Small interfering RNA-mediated knockdown of notch ligands in primary CD4+ T cells and dendritic cells enhances cytokine production.

The key interaction in the adaptive immune system's response to pathogenic challenge occurs at the interface between APCs and T cells. Families of costimulatory and coinhibitory molecules function in association with the cytokine microenvironment to orchestrate appropriate T cell activation programs. Recent data have demonstrated that the Notch receptor and its ligands also function at the APC:T interface. In this study, we describe synthetic small interfering RNA (siRNA) sequences targeting the human Notch ligands Delta1, Jagged1 and Jagged2. Transfection of these siRNAs into human primary CD4(+) T cells and monocyte-derived dendritic cells leads to knockdown of endogenous Notch ligand message. Knockdown of any one of these three Notch ligands in dendritic cells enhanced IFN-gamma production from allogeneic CD4(+) T cells in MLR. In contrast, Delta1 knockdown in CD4(+) T cells selectively enhanced production of IFN-gamma, IL-2, and IL-5 in response to polyclonal stimulation, while Jagged1 or Jagged2 knockdown had no effect.
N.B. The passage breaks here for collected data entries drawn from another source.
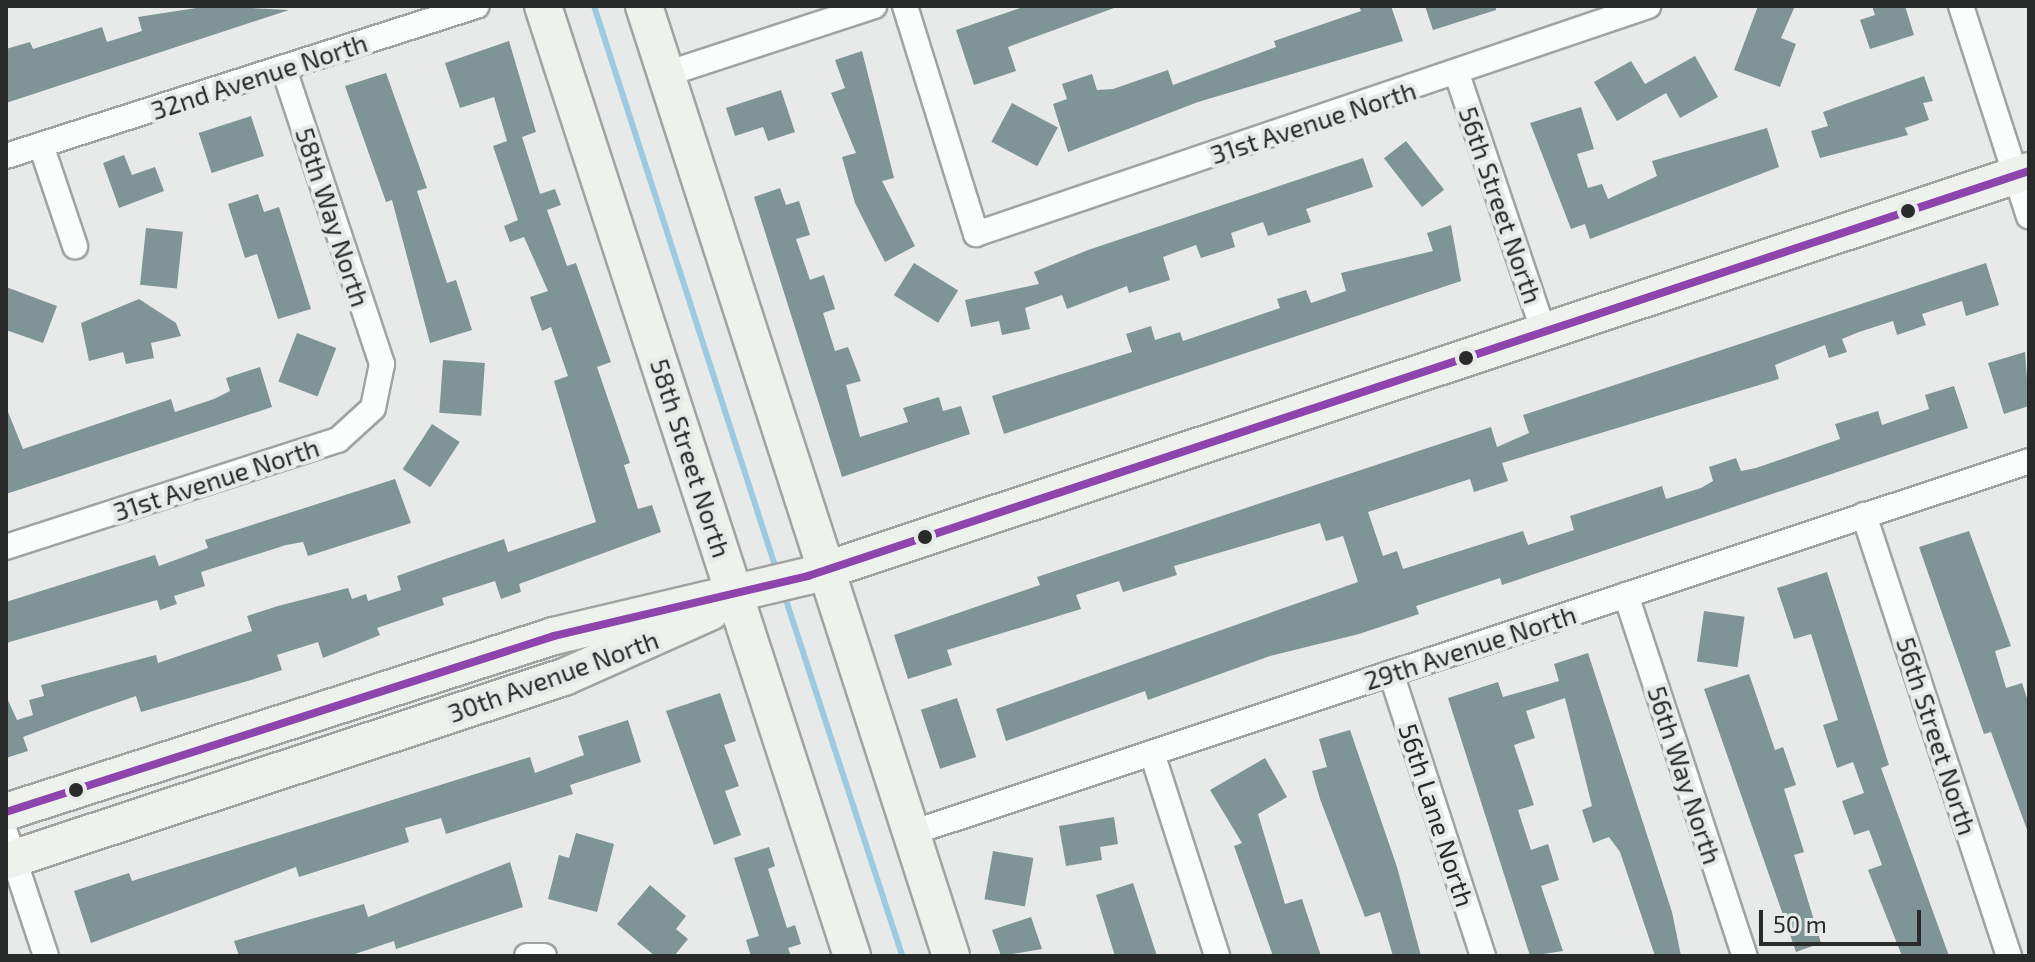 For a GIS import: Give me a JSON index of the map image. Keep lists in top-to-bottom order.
{
  "streets": {
    "street": [
      "32nd Avenue North",
      "31st Avenue North",
      "56th Street North",
      "58th Way North",
      "58th Street North",
      "29th Avenue North",
      "30th Avenue North",
      "56th Way North",
      "56th Lane North"
    ]
  },
  "crossings": [
    ["32nd Avenue North", "58th Way North"],
    ["31st Avenue North", "56th Street North"],
    ["31st Avenue North", "58th Way North"],
    ["56th Street North", "29th Avenue North"],
    ["58th Street North", "30th Avenue North"],
    ["29th Avenue North", "56th Way North"],
    ["29th Avenue North", "56th Lane North"]
  ],
  "scale_bar": "50 m"
}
Strikingly, blockade of Notch cleavage with a gamma secretase inhibitor failed to affect cytokine production in this system, implying that Delta1 can influence cytokine production via a Notch cleavage-independent mechanism. These data show for the first time that the Notch pathway can be targeted by siRNA, and that its antagonism may be a unique therapeutic opportunity for immune enhancement.